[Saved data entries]

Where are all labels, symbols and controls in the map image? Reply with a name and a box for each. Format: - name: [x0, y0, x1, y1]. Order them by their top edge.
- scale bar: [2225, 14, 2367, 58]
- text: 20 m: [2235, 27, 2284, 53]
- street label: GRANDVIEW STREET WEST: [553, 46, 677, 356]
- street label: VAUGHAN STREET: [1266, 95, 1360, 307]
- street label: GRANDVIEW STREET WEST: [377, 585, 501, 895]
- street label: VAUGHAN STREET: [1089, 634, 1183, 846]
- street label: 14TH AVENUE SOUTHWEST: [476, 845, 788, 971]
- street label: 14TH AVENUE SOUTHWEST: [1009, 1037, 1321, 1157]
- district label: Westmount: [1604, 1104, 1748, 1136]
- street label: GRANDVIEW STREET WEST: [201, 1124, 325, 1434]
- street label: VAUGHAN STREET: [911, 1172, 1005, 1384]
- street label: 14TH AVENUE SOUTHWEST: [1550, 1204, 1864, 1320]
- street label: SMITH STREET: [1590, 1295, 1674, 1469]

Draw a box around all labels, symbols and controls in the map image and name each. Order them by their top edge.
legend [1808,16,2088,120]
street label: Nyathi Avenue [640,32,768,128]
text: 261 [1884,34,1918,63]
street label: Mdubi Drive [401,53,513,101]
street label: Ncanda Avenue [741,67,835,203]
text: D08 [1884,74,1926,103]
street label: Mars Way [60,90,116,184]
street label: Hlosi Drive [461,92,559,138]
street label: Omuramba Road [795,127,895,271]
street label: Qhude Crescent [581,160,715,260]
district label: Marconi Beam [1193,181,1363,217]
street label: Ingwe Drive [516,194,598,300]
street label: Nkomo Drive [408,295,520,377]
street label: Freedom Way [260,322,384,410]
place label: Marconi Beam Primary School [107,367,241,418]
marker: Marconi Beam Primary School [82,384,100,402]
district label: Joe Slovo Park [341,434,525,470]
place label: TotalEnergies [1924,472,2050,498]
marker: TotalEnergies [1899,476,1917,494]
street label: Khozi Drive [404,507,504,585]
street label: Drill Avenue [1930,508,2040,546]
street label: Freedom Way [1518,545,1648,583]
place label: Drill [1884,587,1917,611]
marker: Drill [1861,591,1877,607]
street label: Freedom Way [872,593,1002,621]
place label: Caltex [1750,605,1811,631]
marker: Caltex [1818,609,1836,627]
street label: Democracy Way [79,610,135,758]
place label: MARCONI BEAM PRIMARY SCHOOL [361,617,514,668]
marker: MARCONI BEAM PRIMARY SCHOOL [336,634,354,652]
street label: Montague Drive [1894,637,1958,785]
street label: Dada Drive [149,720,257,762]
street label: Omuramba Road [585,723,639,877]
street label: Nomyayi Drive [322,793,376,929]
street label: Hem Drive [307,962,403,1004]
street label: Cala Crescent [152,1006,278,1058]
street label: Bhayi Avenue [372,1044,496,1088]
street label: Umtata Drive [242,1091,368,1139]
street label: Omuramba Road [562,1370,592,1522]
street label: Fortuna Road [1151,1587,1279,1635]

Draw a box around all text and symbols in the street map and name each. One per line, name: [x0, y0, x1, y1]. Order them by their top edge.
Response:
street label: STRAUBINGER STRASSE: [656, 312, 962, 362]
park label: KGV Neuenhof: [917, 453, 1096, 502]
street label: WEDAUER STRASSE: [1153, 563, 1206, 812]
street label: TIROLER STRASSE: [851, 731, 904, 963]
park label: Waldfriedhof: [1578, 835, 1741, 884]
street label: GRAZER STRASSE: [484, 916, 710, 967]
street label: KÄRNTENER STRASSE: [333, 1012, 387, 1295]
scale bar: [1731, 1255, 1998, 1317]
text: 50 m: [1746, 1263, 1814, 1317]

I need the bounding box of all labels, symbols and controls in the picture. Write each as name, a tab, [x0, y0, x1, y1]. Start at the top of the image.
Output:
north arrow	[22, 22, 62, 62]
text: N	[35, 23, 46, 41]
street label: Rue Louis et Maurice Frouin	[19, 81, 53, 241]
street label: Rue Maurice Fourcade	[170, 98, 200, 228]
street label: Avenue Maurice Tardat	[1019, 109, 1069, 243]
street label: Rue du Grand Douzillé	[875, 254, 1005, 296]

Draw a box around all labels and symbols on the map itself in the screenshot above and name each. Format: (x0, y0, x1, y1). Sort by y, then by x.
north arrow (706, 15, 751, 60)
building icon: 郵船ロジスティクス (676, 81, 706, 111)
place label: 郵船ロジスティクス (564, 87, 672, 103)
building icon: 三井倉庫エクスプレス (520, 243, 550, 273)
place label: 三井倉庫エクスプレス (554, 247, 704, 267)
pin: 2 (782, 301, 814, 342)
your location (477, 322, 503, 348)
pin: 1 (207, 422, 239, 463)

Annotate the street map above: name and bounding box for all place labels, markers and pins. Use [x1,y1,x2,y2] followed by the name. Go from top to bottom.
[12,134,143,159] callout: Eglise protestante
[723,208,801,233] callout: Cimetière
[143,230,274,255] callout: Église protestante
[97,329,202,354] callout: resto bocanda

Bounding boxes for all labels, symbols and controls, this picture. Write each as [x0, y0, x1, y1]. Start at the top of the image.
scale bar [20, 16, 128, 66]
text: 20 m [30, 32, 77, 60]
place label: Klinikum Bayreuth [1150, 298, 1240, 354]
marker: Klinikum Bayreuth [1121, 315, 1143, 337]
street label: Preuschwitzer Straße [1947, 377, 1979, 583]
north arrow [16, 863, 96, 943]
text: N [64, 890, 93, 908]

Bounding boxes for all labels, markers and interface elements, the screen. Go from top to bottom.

** WHAT YOU HAVE TO DO **
Please transcribe exactly the line containing "Annotate the street" and every line after it to the end of the data, and no other lines.

** EXERCISE OUTPUT **
Annotate the street map above: name and bounding box for all place labels, markers and pins. Use [x1,y1,x2,y2] followed by the name. Go from top to bottom.
[12,134,143,159] callout: Eglise protestante
[723,208,801,233] callout: Cimetière
[143,230,274,255] callout: Église protestante
[97,329,202,354] callout: resto bocanda

Bounding boxes for all labels, symbols and controls, this picture. Write each as [x0, y0, x1, y1]. Start at the top of the image.
scale bar [20, 16, 128, 66]
text: 20 m [30, 32, 77, 60]
place label: Klinikum Bayreuth [1150, 298, 1240, 354]
marker: Klinikum Bayreuth [1121, 315, 1143, 337]
street label: Preuschwitzer Straße [1947, 377, 1979, 583]
north arrow [16, 863, 96, 943]
text: N [64, 890, 93, 908]

Bounding boxes for all labels, markers and interface elements, the screen. Go from top to bottom.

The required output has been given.